Perhaps si duo m.[. An
alternative might be saluom, cf. 225.6.
There is a space after et; eam following
it is plausible if we assume that the mark before e is not
ink. Following that, the reading clem looks good and
suggests a reference to the recipient's clementia.
The restoration of uo/lo is plausible and fits the subjunctive
The reading of line 2 is secure and the recipient must be a praefectus of cohors
viiii Batauorum. Flavius Cerialis is the only person attested as such in
the tablets. There are substantial traces of the letters of the name and we
think it difficult though just possible to read [F]la[u]io Ceriali without
doing too much violence to the traces. We cannot exclude the possibility that
we have Cerialis' predecessor or successor but we do not find it any easier to
read (e.g.) [F]la[u]io Geniali (but
there is no clear evidence which connects him with the Ninth Cohort of
Batavians, cf. above, p.194). The numeral has a superscript dash.
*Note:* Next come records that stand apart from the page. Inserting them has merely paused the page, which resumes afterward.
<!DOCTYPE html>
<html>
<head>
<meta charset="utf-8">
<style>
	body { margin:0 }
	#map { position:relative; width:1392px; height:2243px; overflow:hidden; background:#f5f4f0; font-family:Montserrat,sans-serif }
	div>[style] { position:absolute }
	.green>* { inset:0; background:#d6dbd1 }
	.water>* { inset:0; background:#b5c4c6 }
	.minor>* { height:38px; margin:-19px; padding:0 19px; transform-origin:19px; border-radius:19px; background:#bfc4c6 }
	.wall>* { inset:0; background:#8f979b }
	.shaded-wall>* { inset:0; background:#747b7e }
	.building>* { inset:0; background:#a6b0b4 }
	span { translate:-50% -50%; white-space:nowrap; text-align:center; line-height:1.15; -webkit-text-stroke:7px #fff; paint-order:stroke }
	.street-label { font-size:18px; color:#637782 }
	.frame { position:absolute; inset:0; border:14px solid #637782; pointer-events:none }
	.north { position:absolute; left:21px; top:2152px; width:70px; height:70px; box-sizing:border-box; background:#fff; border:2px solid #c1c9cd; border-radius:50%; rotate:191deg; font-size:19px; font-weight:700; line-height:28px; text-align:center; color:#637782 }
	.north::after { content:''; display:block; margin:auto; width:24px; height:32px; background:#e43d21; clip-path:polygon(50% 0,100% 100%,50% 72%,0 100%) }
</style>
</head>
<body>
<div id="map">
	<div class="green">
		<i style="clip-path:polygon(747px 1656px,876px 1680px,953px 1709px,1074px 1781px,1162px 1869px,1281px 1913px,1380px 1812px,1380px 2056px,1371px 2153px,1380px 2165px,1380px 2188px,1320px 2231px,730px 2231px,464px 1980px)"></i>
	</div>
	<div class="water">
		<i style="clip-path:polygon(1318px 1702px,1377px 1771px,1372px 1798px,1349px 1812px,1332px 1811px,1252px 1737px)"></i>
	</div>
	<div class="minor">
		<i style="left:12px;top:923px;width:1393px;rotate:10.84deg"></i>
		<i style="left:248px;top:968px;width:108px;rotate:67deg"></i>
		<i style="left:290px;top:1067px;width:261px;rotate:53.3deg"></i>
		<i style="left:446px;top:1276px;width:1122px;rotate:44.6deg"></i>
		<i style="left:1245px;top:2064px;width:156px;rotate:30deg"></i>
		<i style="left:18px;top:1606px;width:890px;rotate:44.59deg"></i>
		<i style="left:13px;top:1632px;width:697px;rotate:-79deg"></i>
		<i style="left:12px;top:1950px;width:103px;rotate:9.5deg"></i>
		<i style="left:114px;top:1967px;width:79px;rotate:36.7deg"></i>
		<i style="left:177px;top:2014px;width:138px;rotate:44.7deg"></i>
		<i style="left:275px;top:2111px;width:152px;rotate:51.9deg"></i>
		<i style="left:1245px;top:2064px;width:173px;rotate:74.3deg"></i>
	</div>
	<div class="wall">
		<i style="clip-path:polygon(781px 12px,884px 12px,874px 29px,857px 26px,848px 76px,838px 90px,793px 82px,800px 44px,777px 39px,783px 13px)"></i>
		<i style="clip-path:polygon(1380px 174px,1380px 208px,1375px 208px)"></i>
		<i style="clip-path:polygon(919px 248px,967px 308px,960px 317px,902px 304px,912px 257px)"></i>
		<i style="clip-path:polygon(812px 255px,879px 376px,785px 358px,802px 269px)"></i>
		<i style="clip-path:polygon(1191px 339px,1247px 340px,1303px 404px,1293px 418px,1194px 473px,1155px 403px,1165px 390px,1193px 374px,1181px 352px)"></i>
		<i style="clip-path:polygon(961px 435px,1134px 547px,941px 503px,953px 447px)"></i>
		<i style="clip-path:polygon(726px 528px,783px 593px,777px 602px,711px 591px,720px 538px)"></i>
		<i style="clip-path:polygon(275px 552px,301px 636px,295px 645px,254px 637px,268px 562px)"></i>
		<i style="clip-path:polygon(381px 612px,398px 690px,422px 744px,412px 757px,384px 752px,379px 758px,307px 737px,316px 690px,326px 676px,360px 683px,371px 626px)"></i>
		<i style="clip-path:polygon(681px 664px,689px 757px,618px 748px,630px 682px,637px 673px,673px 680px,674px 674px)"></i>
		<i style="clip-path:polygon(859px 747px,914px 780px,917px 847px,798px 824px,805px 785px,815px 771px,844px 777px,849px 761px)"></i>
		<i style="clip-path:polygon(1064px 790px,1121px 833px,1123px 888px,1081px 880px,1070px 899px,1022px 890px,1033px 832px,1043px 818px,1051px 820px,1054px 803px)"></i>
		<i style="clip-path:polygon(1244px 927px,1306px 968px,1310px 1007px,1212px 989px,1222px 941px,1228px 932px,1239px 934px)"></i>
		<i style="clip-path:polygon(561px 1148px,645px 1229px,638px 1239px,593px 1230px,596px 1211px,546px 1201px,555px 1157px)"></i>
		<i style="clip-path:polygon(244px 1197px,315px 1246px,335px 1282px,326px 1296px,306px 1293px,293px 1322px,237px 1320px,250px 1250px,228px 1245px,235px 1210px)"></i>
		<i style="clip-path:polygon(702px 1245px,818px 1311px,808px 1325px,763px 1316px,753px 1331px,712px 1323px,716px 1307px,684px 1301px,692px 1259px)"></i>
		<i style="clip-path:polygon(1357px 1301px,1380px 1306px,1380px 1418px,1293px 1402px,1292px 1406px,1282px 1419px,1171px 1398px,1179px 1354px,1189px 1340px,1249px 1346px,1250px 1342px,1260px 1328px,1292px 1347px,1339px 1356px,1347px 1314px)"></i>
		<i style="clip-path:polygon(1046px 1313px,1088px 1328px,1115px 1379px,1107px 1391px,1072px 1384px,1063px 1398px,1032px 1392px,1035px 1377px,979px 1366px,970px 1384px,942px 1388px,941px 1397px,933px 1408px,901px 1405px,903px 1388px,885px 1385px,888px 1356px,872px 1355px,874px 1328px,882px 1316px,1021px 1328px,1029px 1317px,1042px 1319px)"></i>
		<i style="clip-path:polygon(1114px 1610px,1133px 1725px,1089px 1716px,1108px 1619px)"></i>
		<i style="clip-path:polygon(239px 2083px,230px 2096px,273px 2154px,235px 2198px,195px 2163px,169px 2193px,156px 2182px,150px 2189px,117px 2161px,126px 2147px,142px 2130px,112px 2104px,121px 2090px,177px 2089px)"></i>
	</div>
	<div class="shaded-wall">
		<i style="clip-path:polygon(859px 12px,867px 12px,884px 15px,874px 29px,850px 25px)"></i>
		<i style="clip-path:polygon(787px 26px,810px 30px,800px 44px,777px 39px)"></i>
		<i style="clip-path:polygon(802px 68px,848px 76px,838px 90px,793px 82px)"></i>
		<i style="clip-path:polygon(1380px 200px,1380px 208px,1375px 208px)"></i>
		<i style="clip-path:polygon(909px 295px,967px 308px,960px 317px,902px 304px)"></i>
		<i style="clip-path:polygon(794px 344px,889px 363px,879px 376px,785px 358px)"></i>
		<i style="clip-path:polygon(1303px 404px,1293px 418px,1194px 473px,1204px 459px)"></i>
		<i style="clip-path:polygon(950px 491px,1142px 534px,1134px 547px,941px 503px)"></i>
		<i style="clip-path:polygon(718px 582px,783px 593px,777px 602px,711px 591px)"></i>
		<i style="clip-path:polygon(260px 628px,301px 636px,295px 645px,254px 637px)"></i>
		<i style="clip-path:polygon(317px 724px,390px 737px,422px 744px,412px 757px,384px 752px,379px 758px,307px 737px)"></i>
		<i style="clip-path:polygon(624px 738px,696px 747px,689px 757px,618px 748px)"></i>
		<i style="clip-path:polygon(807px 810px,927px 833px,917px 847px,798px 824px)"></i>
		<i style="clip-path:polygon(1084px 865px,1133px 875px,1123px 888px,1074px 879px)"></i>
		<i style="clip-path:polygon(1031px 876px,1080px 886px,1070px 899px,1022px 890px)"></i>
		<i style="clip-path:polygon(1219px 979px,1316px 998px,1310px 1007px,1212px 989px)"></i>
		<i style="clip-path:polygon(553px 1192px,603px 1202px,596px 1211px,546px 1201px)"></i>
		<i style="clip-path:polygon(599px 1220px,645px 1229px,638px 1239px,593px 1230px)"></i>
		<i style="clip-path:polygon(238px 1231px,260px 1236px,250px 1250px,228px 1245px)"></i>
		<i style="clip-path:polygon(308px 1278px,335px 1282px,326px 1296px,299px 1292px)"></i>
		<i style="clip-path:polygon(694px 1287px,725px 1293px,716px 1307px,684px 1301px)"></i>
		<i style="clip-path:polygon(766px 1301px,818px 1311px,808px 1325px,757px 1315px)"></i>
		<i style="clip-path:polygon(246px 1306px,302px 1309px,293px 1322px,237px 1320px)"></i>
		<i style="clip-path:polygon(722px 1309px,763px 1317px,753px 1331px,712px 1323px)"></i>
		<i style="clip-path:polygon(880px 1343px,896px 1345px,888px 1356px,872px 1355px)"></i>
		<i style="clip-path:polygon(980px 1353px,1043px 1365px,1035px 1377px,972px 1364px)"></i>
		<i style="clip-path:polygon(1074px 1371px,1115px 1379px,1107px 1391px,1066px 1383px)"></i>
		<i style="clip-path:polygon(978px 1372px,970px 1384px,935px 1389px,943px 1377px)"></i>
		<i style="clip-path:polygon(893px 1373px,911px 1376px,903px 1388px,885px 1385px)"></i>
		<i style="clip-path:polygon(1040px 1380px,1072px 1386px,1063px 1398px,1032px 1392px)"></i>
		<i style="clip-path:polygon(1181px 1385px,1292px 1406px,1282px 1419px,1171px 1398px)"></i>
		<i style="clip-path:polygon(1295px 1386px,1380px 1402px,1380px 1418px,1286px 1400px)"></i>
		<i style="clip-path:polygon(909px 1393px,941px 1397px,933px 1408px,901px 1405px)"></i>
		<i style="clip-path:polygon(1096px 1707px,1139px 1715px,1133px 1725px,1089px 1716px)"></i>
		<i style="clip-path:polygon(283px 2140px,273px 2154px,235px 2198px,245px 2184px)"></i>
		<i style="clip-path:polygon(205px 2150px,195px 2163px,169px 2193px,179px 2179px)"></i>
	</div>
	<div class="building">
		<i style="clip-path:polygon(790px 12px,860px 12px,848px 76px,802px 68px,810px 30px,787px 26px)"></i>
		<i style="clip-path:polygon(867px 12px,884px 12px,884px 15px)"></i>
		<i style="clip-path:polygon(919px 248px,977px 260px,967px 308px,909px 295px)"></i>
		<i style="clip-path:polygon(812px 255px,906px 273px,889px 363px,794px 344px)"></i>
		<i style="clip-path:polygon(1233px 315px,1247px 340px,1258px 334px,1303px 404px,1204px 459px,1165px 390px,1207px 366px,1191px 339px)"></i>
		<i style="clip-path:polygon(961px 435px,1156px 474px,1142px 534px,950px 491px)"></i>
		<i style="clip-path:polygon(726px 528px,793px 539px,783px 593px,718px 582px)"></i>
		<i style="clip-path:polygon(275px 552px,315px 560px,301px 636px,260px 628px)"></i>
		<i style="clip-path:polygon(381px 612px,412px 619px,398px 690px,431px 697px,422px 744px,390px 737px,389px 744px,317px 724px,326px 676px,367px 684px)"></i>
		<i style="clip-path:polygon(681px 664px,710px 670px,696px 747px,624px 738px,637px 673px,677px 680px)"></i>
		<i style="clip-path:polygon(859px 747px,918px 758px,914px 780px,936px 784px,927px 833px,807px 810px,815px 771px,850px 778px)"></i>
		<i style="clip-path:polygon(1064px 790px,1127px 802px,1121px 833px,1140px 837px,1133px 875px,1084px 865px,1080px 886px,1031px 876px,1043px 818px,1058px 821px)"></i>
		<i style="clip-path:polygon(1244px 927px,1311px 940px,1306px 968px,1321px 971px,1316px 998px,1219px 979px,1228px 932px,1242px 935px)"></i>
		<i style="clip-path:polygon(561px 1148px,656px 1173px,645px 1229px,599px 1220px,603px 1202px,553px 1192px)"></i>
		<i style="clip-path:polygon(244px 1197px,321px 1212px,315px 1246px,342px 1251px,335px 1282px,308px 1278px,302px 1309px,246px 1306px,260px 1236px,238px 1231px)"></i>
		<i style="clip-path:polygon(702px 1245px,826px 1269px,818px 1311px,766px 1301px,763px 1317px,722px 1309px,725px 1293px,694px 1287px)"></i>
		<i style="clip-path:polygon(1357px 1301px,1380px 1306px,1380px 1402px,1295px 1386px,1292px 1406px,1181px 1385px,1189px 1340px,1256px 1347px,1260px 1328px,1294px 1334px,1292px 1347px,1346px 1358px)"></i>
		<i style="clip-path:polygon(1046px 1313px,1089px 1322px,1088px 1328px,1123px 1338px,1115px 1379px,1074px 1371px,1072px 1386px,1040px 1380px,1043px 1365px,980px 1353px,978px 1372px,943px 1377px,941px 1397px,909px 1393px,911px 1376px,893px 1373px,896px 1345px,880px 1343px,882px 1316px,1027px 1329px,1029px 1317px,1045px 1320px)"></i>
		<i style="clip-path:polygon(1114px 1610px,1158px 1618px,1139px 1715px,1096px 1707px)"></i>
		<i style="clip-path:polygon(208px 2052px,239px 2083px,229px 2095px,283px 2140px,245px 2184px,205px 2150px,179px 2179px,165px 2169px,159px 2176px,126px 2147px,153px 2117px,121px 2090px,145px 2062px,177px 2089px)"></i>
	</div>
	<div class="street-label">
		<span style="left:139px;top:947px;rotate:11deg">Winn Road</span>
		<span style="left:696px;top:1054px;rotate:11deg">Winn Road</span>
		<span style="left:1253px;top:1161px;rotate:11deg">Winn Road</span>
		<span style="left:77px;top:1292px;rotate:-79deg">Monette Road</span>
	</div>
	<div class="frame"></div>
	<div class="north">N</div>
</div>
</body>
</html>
It is noteworthy that this line is not written on an upward slant, as is often
the case, but it must be the name of the sender. For the gentilicium the most
obvious restoration is Cla]udio and the
exiguous trace of the first surviving letter is compatible with the right-hand
stroke of u. Of decurione only the
first e is really difficult and the reading is
credible if we assume that the word has been crushed in. Following that there
are traces of 3 or 4 letters which could be read as alae; if that
is correct, the name of the unit will presumably have come in the next line.